Records contained in a dataset
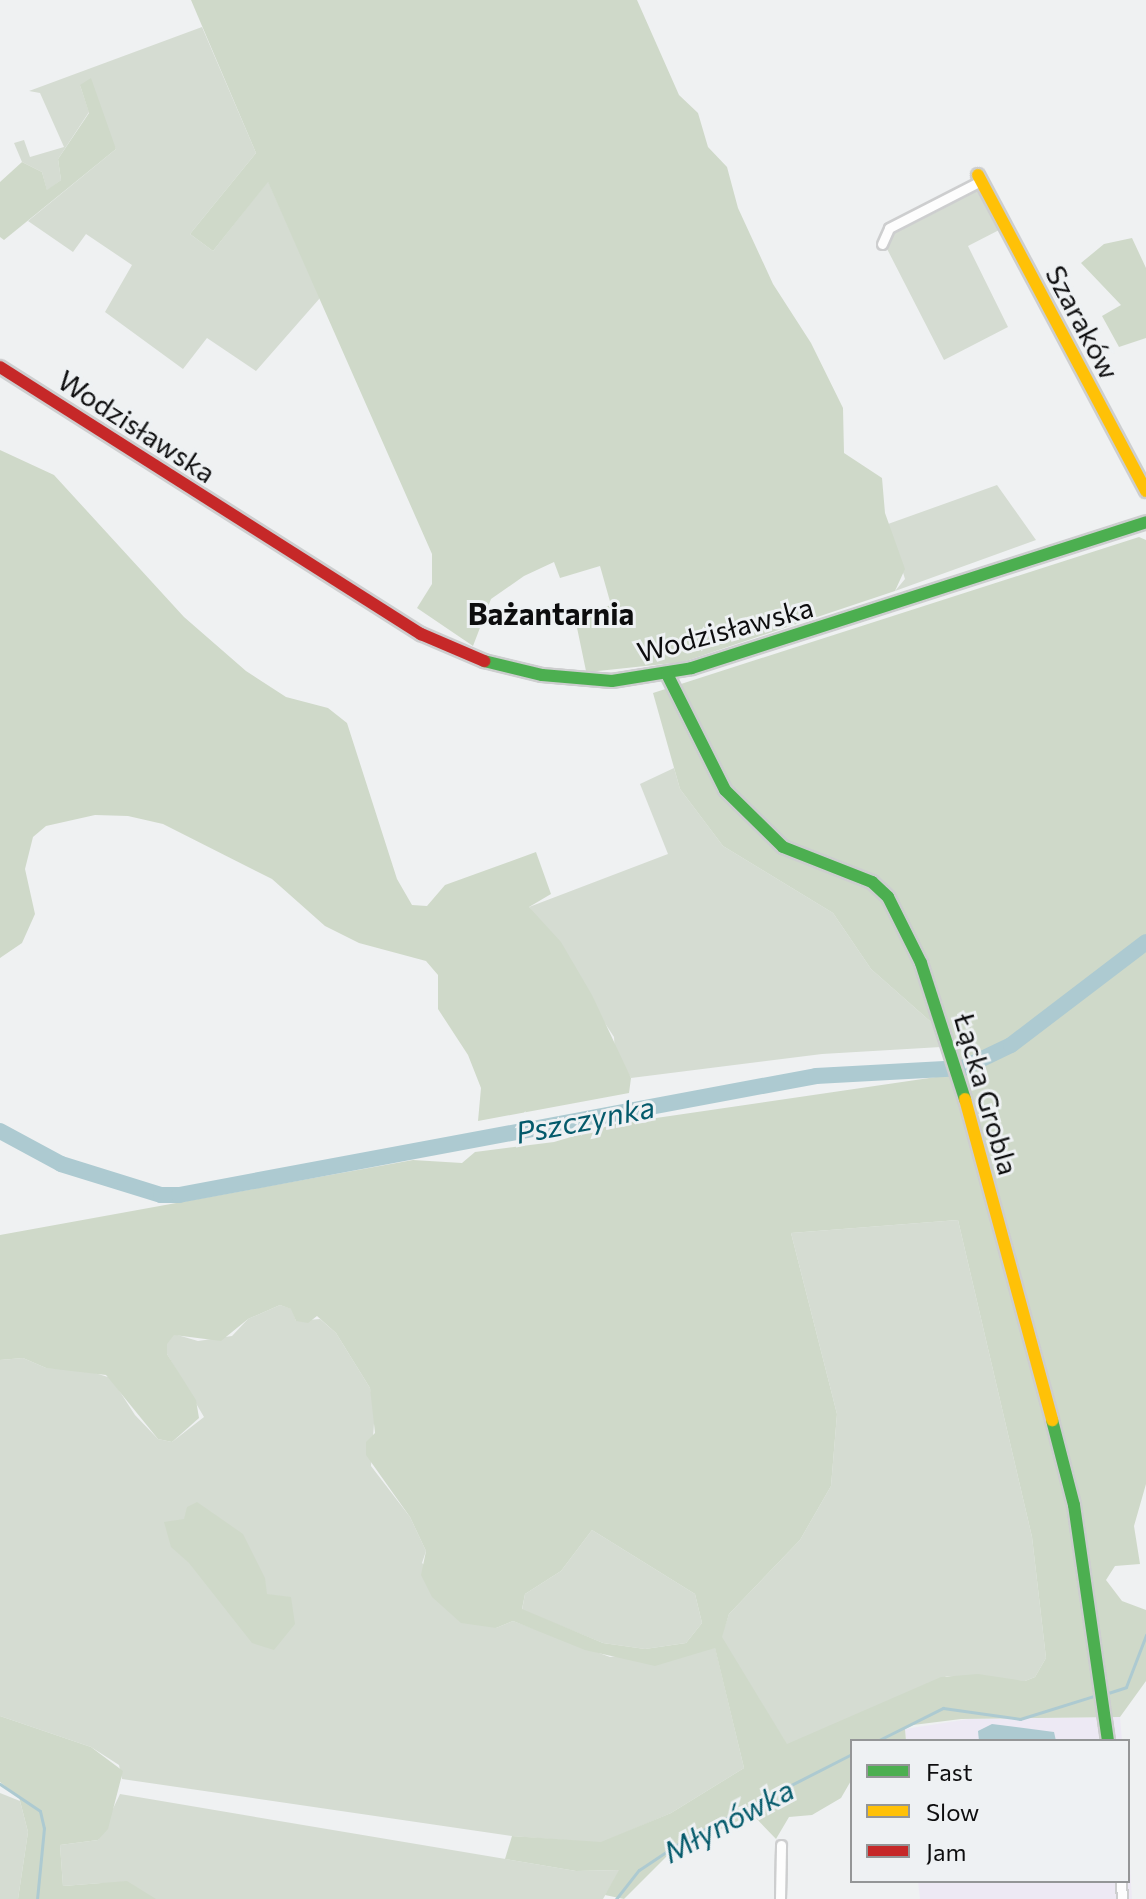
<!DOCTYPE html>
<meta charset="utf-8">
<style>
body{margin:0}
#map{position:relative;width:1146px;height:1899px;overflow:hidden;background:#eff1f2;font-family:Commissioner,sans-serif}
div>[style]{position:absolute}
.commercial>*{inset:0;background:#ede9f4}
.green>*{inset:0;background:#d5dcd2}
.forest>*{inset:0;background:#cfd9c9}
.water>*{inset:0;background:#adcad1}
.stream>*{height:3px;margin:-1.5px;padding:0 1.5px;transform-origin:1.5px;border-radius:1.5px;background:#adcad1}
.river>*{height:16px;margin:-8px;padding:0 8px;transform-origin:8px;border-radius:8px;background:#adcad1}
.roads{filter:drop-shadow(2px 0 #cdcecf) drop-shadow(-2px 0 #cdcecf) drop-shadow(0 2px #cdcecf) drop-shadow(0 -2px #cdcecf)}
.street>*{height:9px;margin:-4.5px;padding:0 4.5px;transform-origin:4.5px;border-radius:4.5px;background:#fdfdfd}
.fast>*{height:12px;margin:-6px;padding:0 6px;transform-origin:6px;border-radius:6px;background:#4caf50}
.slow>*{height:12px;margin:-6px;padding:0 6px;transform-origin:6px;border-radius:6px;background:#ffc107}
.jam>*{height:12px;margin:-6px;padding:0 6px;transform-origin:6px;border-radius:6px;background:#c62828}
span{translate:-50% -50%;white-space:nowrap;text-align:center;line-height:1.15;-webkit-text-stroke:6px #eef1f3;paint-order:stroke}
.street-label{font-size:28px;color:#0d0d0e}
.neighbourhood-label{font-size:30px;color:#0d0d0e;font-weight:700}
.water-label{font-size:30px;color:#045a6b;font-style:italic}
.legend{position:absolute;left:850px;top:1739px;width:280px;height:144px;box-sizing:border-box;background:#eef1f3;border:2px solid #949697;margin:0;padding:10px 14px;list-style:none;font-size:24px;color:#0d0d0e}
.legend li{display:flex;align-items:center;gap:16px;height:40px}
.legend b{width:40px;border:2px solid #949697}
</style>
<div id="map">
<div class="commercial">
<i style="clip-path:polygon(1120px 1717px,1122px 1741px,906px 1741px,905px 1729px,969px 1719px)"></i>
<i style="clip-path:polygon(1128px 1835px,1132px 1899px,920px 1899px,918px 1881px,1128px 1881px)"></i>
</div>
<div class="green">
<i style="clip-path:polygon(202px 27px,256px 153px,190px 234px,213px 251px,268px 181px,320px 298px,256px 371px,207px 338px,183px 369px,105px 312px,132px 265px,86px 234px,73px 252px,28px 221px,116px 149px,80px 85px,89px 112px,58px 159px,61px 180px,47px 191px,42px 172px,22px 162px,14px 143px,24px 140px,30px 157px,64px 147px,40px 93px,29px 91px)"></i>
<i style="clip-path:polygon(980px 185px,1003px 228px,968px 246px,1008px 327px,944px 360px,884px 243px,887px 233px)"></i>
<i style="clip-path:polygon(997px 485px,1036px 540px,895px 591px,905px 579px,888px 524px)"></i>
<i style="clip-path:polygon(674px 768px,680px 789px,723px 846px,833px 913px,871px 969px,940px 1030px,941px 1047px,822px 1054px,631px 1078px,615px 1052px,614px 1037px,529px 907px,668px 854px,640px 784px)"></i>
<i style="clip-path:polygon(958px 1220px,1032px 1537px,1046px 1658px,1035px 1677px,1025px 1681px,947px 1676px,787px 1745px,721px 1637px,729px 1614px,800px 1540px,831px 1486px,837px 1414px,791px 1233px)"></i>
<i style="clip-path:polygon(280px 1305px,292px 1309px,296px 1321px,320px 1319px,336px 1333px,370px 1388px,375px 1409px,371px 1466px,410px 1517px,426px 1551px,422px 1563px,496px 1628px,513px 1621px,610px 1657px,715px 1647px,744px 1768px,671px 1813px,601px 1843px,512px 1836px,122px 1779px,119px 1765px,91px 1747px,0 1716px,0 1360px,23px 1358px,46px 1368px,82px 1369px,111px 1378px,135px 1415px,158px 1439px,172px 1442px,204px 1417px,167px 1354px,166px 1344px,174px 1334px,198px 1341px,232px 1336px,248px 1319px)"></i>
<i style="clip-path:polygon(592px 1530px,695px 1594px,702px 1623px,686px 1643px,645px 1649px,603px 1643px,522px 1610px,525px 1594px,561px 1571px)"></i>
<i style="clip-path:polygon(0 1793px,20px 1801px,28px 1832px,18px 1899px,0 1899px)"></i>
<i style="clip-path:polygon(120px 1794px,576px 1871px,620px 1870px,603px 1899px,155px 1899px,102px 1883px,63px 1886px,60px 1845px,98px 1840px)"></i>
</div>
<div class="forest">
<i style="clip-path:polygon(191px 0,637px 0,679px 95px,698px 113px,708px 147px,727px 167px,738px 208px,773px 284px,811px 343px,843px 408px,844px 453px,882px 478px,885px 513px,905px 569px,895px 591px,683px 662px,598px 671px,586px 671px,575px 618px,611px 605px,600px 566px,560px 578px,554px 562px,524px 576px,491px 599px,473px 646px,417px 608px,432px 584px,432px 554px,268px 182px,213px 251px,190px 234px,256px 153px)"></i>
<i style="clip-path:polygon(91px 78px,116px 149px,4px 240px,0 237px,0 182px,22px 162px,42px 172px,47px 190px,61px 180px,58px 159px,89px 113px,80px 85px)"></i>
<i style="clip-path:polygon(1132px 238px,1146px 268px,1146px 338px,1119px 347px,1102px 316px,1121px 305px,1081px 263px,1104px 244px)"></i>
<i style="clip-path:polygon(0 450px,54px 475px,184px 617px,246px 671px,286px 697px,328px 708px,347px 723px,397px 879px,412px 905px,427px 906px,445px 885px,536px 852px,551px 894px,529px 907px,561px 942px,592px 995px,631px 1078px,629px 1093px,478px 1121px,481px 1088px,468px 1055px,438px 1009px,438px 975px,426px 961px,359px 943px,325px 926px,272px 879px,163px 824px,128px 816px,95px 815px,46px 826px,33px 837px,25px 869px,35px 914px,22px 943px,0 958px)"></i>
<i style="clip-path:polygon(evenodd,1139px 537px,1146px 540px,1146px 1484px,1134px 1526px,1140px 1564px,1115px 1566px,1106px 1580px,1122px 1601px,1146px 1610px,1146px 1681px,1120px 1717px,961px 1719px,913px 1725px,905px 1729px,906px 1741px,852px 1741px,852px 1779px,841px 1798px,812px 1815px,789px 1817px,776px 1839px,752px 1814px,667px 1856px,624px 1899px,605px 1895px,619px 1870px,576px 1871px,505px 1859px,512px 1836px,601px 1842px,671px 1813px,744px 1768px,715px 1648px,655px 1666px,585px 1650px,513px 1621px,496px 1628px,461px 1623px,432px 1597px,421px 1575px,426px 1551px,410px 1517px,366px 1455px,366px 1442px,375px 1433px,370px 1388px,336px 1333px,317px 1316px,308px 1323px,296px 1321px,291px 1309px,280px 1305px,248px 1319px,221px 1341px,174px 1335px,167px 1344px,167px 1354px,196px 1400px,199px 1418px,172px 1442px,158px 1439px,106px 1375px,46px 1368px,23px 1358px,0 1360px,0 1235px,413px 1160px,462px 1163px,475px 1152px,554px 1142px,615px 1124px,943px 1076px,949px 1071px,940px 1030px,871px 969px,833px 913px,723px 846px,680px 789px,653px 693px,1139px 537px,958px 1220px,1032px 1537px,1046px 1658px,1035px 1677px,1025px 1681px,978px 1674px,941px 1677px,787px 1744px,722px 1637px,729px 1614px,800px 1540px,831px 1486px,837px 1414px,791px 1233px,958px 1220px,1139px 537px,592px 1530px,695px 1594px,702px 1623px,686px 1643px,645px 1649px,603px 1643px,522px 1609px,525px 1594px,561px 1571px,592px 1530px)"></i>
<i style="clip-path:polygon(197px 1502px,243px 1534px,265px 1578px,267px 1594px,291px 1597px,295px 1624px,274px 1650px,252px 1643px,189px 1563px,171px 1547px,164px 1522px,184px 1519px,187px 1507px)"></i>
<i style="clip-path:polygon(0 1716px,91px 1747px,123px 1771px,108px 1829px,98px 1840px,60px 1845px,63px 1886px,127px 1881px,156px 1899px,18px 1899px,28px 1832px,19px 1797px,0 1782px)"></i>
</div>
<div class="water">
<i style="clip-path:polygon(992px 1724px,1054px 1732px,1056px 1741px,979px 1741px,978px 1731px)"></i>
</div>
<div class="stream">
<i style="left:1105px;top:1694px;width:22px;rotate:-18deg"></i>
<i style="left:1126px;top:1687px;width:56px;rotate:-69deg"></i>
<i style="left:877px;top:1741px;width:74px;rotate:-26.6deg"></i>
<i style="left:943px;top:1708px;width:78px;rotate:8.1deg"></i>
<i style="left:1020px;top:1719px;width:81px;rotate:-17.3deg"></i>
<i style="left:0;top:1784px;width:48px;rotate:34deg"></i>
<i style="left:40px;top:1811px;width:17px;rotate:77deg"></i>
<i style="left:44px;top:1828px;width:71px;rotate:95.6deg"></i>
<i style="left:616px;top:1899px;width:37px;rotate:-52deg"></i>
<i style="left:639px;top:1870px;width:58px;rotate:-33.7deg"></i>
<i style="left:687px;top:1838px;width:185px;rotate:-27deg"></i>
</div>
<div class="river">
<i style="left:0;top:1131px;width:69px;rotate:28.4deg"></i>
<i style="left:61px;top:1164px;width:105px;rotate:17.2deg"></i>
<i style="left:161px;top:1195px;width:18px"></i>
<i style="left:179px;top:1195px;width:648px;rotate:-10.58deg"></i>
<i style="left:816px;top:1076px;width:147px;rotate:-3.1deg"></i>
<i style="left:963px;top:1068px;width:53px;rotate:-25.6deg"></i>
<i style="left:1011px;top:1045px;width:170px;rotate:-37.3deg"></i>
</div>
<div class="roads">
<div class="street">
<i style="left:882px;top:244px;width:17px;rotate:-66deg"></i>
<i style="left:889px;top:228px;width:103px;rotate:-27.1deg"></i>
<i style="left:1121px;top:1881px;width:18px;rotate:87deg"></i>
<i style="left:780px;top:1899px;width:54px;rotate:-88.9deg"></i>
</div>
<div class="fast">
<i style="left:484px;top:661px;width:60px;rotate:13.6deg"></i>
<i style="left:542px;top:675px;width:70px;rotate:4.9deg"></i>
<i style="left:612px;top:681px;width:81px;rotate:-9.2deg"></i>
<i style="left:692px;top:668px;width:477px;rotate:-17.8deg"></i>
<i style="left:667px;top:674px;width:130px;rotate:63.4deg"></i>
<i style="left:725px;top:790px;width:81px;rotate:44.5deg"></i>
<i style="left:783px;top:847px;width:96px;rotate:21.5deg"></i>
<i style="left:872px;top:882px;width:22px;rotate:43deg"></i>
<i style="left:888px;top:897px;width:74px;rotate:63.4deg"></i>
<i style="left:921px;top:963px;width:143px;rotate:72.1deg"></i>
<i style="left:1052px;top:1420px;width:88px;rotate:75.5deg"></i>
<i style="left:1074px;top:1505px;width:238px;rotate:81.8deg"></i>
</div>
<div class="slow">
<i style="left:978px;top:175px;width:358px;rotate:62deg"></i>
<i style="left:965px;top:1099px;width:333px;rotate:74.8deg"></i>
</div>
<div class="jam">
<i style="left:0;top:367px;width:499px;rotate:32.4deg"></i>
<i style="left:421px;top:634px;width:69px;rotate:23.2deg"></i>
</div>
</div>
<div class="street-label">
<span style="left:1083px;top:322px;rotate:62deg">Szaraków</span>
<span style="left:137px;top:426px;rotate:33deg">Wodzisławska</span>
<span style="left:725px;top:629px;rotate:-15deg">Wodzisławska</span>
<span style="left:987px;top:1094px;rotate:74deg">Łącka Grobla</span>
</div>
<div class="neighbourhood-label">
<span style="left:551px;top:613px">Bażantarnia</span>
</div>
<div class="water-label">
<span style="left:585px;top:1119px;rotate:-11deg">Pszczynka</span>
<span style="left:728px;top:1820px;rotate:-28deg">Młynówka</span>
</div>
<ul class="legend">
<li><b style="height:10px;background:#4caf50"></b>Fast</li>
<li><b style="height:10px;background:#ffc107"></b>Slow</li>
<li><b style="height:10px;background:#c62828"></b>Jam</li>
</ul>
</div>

(Prompt): Among the lines above, return each one holding the string "stream".

(Reply to the exercise):
.stream>*{height:3px;margin:-1.5px;padding:0 1.5px;transform-origin:1.5px;border-radius:1.5px;background:#adcad1}
<div class="stream">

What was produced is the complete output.